[Data for this exercise — start]
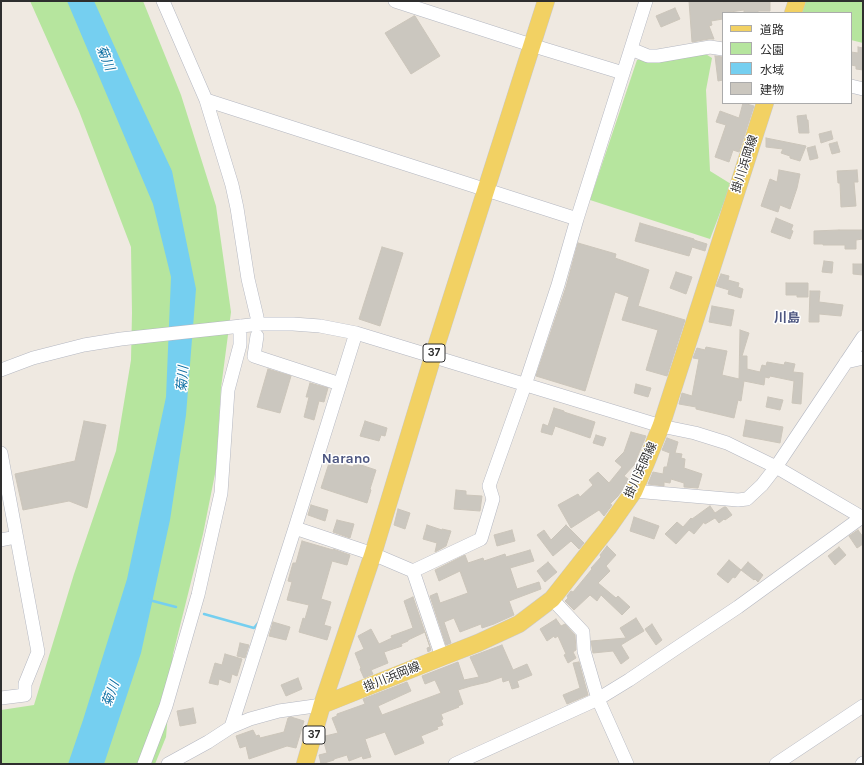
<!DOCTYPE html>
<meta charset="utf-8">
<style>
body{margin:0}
#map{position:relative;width:864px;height:765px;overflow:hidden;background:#efe9e1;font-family:Karla,"Noto Sans JP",sans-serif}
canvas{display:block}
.frame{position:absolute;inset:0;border:2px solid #2e2e2e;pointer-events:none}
.legend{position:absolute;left:722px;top:12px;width:130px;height:92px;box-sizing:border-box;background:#fff;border:1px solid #ababab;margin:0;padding:5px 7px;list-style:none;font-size:12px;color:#2e2e2e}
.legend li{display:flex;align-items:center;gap:8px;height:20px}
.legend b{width:20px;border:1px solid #ababab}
</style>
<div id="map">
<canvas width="864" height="765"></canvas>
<div class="frame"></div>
<ul class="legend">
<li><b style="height:5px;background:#f2d163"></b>道路</li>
<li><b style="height:11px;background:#b6e59e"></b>公園</li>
<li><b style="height:11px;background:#75cff0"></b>水域</li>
<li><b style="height:11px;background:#cbc7bf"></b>建物</li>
</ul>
</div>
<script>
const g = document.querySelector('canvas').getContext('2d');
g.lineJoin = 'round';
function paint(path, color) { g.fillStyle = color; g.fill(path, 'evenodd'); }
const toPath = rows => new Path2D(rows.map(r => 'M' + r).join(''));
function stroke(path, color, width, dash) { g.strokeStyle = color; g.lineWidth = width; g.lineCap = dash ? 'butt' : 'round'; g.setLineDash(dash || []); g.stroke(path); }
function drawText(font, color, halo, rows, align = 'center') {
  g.font = font + ' Karla,"Noto Sans JP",sans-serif'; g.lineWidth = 3; g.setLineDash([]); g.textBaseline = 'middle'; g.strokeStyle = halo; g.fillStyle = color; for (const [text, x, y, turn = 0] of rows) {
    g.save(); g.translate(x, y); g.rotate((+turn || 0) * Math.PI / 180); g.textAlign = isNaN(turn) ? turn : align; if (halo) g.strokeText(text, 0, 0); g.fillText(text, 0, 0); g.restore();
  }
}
paint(toPath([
 [30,1,143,1,181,95,216,206,231,312,221,388,216,469,203,534,173,654,166,737,155,764,1,764,1,710,34,705,74,574,116,451,131,360,132,313,131,247,79,111],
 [805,1,863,1,863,43,851,40,851,13,801,13],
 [704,53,712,58,706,90,710,171,731,184,710,239,590,200,637,60]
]), '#b6e59e');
paint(toPath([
 [67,1,94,1,135,92,172,171,196,289,186,415,170,520,141,653,104,764,68,764,83,720,127,579,166,397,171,277,153,204]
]), '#75cff0');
stroke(toPath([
 [149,600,176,607],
 [204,614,254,628,258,623]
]), '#75cff0', 2.5);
const building = toPath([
 [689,1,723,1,723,2,732,1,770,1,770,11,758,11,758,13,744,13,744,10,723,13,723,19,711,21,712,25,709,26,714,39,709,39,692,42,689,1],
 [675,8,680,19,661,27,656,16,675,8],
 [414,16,415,16,440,56,411,74,385,33,414,16],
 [858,47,863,48,863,70,856,69,856,66,851,65,851,52,858,53,858,47],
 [715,56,723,57,723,80,718,81,715,56],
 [743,103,754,106,739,152,733,150,729,162,715,157,726,125,716,122,720,111,739,118,743,103],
 [806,115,807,120,808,120,809,133,799,133,797,116,806,115],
 [831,131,833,139,821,143,819,134,831,131],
 [766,138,806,146,800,161,790,158,790,156,781,153,783,149,766,147,766,138],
 [837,142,840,152,832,154,829,144,837,142],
 [815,146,818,158,810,160,807,148,815,146],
 [779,170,800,174,797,188,790,209,780,205,778,212,761,206,770,179,777,182,779,170],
 [857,170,858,182,854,182,856,206,841,207,840,183,838,183,837,171,857,170],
 [776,218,793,225,791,230,793,231,790,239,771,232,776,218],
 [640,223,694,239,694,240,707,244,705,251,692,247,689,256,635,241,640,223],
 [839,230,863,230,863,239,856,240,856,249,845,249,845,245,823,245,823,244,814,244,814,231,839,230],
 [578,243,616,254,615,258,649,270,638,306,685,320,667,376,646,370,658,330,622,320,629,297,615,292,585,391,536,376,566,287,578,243],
 [382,247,403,253,380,326,359,319,382,247],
 [824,261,833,262,832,273,822,272,824,261],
 [853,264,863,264,863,275,853,274,853,264],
 [676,272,692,277,686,294,670,288,676,272],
 [721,274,729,276,728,280,739,283,738,287,743,289,741,298,728,294,729,290,716,286,721,274],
 [786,283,808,283,808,297,797,297,797,295,786,295,786,283],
 [810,291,820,291,819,302,843,305,841,316,819,314,819,322,809,322,810,291],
 [712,306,734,310,731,326,709,322,712,306],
 [740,330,749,333,742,356,747,356,747,369,760,372,762,365,766,366,767,362,784,365,785,362,795,364,793,372,803,373,801,404,792,403,794,381,770,376,769,378,765,377,764,385,744,381,741,401,738,400,734,418,696,409,696,407,679,404,682,393,692,396,699,359,693,358,697,348,705,350,706,347,727,351,722,375,739,379,740,330],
 [268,369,291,376,280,413,257,407,268,369],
 [310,383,328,388,324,402,319,401,314,420,304,417,309,397,306,397,310,383],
 [636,384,651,388,648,397,634,393,636,384],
 [768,397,783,400,780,410,766,407,768,397],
 [554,408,564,411,564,412,595,422,590,438,555,426,552,435,541,432,543,424,548,426,554,408],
 [746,420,783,427,780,443,743,436,746,420],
 [84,421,106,425,87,508,69,501,23,510,15,474,75,461,84,421],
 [365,421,387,428,385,436,381,435,379,441,360,436,365,421],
 [631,432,646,436,634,465,624,476,628,479,625,486,618,496,610,504,612,505,604,516,599,510,571,528,558,505,578,494,580,497,593,485,589,480,598,472,609,483,622,467,615,461,624,452,631,432],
 [596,435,606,438,603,446,593,443,596,435],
 [667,438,678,442,675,453,682,454,681,458,685,459,684,468,702,474,698,488,684,487,684,483,671,479,670,483,664,482,664,486,648,484,653,472,663,474,664,467,667,467,670,453,662,450,667,438],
 [330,460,353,467,355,463,376,470,370,489,371,490,367,503,321,488,330,460],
 [456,490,466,491,466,495,482,496,480,511,454,509,456,490],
 [311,505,328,510,325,521,308,515,311,505],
 [710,506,715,513,724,507,726,507,732,515,725,520,724,519,719,523,715,518,705,524,704,522,694,534,689,530,676,544,665,534,677,522,683,527,691,518,692,519,710,506],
 [398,509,410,513,405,529,394,525,398,509],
 [634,517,659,526,654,539,630,531,634,517],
 [337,520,354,524,350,538,333,532,337,520],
 [427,525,442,530,442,529,451,531,446,546,435,552,437,543,423,539,427,525],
 [566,525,584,543,579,549,571,541,553,556,537,535,544,530,551,540,566,525],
 [512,530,515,541,497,546,494,535,512,530],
 [858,530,863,537,863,544,857,548,849,536,858,530],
 [302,541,333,550,333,549,350,555,347,565,332,561,321,599,331,602,324,625,331,627,327,640,299,632,303,618,305,619,309,605,287,600,292,582,288,581,293,563,296,563,302,541],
 [607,546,616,555,606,566,610,571,598,583,616,598,618,596,630,607,622,615,601,595,597,601,590,595,574,610,565,601,568,598,567,596,571,591,573,592,592,569,591,568,601,557,600,555,607,546],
 [839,547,846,555,835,565,828,556,839,547],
 [530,550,534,561,510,568,517,589,539,582,541,589,509,601,514,615,494,624,482,628,481,624,460,632,454,618,444,622,451,643,446,645,430,596,437,593,440,603,468,593,460,571,439,581,435,570,465,555,468,563,483,558,484,561,505,554,506,557,530,550],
 [729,560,741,570,735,578,733,577,728,583,717,574,729,560],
 [548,562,557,572,545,582,537,571,548,562],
 [748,562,763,575,758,582,755,579,754,580,741,570,748,562],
 [413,597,431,650,428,652,427,648,430,647,425,632,408,640,408,641,401,644,402,646,384,652,388,663,371,670,373,674,364,678,360,669,361,668,355,653,364,649,358,636,371,629,379,644,392,638,391,636,413,628,404,601,413,597],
 [636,618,644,631,621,645,629,658,621,664,613,651,593,653,591,641,626,638,620,628,636,618],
 [556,619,561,626,565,624,575,635,576,650,573,652,576,658,568,663,564,655,566,654,558,636,555,638,554,636,547,641,540,629,556,619],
 [273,622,290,627,286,640,269,636,273,622],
 [652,624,662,640,656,645,645,629,652,624],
 [240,643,249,645,245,658,237,656,240,643],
 [502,645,513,670,527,664,532,675,517,681,519,687,512,689,509,680,503,682,502,677,488,682,471,686,458,690,463,704,458,706,459,707,441,714,443,719,441,720,443,725,437,727,438,729,421,736,424,743,395,755,385,732,365,739,371,757,363,759,362,756,349,761,347,755,334,759,334,760,321,764,319,755,327,753,323,739,325,736,338,733,332,718,337,716,337,714,365,704,363,699,407,682,411,691,378,706,382,715,441,693,435,680,425,684,422,676,458,662,464,680,479,677,470,657,502,645],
 [225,654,242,659,237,676,232,674,230,683,219,679,218,685,209,683,215,663,222,665,225,654],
 [579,662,588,695,567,704,563,695,580,688,573,663,579,662],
 [298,678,302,689,286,696,281,685,298,678],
 [193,708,196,723,180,726,177,711,193,708],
 [291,717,304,721,296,748,287,746,249,759,246,746,240,748,236,736,253,730,256,736,259,735,260,738,284,732,288,718,291,717]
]);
paint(building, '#cbc7bf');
stroke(building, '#cbc5ba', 1);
const minor = toPath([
 [163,1,206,100,232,185,237,208,248,279,257,317],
 [395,1,531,45,623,73],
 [631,49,648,56,658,56,710,47,723,49],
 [851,86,863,89],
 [206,100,577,219],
 [257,336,254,356,340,384],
 [846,362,863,358],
 [1,370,33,358,84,345,121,339,260,324,293,324,320,326,356,333,661,426,695,433,727,443,776,467,863,518],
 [1,453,38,652,25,684,25,695,1,698],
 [634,491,738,500,747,499,762,485,776,467,863,337],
 [295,528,373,554,413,571,442,657],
 [1,540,16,537],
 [413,571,481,539,493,499,489,486,525,385,558,285,577,219,646,1],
 [552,599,583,632,584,651,598,699,627,764],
 [231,727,295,528,356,333],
 [144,764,166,706,198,595,221,493,228,390,240,345,240,326],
 [168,764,208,742,231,727,250,719,279,711,322,705],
 [455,764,598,699,629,680,675,649,738,607,862,517],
 [776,764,863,706],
 [862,764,863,763]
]);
const major = toPath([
 [793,13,797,1],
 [322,705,442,657,478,643,519,624,552,599,608,528,634,491,646,463,661,426,765,103],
 [305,764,322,705,373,554,433,356,546,1]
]);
stroke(minor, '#b4b7c1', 14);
stroke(major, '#c9c9c9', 18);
stroke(minor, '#fff', 13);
stroke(major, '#f2d163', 17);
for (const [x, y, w] of [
 [434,353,22],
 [314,735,22]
]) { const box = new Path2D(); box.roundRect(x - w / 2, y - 9, w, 18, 3); g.fillStyle = '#fff'; g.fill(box); stroke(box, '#2e2e2e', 1); }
drawText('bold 11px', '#2e2e2e', null, [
 ["37",434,353],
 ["37",314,735]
]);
drawText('12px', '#2e2e2e', '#fff', [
 ["掛川浜岡線",745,164,-72],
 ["掛川浜岡線",641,470,-65],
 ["掛川浜岡線",392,677,-22]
]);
drawText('italic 13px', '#0d6fa3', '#fff', [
 ["菊川",105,58,67],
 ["菊川",183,379,-86],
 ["菊川",111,694,-70]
]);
drawText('bold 13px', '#4d5680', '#fff', [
 ["川島",787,318]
]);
drawText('bold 14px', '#4d5680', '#fff', [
 ["Narano",346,459]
]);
</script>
[Data for this exercise — finish]
**Task objective:** Locate "[314,735,22]" in the data above. Then repeat, exactly, its line and each line after it through the last, adding nothing.

**Problem solution:**
 [314,735,22]
]) { const box = new Path2D(); box.roundRect(x - w / 2, y - 9, w, 18, 3); g.fillStyle = '#fff'; g.fill(box); stroke(box, '#2e2e2e', 1); }
drawText('bold 11px', '#2e2e2e', null, [
 ["37",434,353],
 ["37",314,735]
]);
drawText('12px', '#2e2e2e', '#fff', [
 ["掛川浜岡線",745,164,-72],
 ["掛川浜岡線",641,470,-65],
 ["掛川浜岡線",392,677,-22]
]);
drawText('italic 13px', '#0d6fa3', '#fff', [
 ["菊川",105,58,67],
 ["菊川",183,379,-86],
 ["菊川",111,694,-70]
]);
drawText('bold 13px', '#4d5680', '#fff', [
 ["川島",787,318]
]);
drawText('bold 14px', '#4d5680', '#fff', [
 ["Narano",346,459]
]);
</script>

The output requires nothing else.